- **What is expected**:
For each line of the material below, give that line again word for word.

- **Dataset extract**:
★ ★ ★ ★
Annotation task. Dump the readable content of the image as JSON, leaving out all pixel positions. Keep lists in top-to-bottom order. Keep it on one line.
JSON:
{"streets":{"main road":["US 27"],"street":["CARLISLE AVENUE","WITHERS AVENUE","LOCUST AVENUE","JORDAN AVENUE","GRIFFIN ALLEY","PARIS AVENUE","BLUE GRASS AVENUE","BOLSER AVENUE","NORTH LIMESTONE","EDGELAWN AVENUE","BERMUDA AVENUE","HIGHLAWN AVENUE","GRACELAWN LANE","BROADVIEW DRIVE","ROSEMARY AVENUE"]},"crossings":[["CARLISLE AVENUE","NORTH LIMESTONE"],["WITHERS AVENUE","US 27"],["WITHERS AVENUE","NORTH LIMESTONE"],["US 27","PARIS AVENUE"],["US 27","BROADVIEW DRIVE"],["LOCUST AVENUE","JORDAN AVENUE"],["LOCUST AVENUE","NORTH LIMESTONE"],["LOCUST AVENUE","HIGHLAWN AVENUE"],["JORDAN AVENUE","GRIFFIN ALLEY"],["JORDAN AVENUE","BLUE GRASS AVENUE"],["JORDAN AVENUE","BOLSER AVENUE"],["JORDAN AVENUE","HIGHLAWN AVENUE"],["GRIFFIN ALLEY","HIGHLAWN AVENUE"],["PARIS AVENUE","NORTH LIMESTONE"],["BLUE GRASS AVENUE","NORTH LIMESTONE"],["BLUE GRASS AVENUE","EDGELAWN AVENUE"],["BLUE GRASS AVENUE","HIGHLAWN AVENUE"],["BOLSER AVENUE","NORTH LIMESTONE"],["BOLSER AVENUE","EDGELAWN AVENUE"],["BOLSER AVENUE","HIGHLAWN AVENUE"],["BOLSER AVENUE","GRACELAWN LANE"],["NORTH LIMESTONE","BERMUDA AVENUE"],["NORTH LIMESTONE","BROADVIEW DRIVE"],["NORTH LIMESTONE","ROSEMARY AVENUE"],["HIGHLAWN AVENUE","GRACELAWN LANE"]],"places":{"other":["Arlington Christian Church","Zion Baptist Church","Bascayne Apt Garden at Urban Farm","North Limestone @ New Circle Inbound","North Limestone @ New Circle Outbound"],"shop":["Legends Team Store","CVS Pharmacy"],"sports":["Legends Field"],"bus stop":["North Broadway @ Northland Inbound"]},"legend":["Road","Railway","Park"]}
★ ★ ★ ★
- **Result of the exercise**:
Annotation task. Dump the readable content of the image as JSON, leaving out all pixel positions. Keep lists in top-to-bottom order. Keep it on one line.
JSON:
{"streets":{"main road":["US 27"],"street":["CARLISLE AVENUE","WITHERS AVENUE","LOCUST AVENUE","JORDAN AVENUE","GRIFFIN ALLEY","PARIS AVENUE","BLUE GRASS AVENUE","BOLSER AVENUE","NORTH LIMESTONE","EDGELAWN AVENUE","BERMUDA AVENUE","HIGHLAWN AVENUE","GRACELAWN LANE","BROADVIEW DRIVE","ROSEMARY AVENUE"]},"crossings":[["CARLISLE AVENUE","NORTH LIMESTONE"],["WITHERS AVENUE","US 27"],["WITHERS AVENUE","NORTH LIMESTONE"],["US 27","PARIS AVENUE"],["US 27","BROADVIEW DRIVE"],["LOCUST AVENUE","JORDAN AVENUE"],["LOCUST AVENUE","NORTH LIMESTONE"],["LOCUST AVENUE","HIGHLAWN AVENUE"],["JORDAN AVENUE","GRIFFIN ALLEY"],["JORDAN AVENUE","BLUE GRASS AVENUE"],["JORDAN AVENUE","BOLSER AVENUE"],["JORDAN AVENUE","HIGHLAWN AVENUE"],["GRIFFIN ALLEY","HIGHLAWN AVENUE"],["PARIS AVENUE","NORTH LIMESTONE"],["BLUE GRASS AVENUE","NORTH LIMESTONE"],["BLUE GRASS AVENUE","EDGELAWN AVENUE"],["BLUE GRASS AVENUE","HIGHLAWN AVENUE"],["BOLSER AVENUE","NORTH LIMESTONE"],["BOLSER AVENUE","EDGELAWN AVENUE"],["BOLSER AVENUE","HIGHLAWN AVENUE"],["BOLSER AVENUE","GRACELAWN LANE"],["NORTH LIMESTONE","BERMUDA AVENUE"],["NORTH LIMESTONE","BROADVIEW DRIVE"],["NORTH LIMESTONE","ROSEMARY AVENUE"],["HIGHLAWN AVENUE","GRACELAWN LANE"]],"places":{"other":["Arlington Christian Church","Zion Baptist Church","Bascayne Apt Garden at Urban Farm","North Limestone @ New Circle Inbound","North Limestone @ New Circle Outbound"],"shop":["Legends Team Store","CVS Pharmacy"],"sports":["Legends Field"],"bus stop":["North Broadway @ Northland Inbound"]},"legend":["Road","Railway","Park"]}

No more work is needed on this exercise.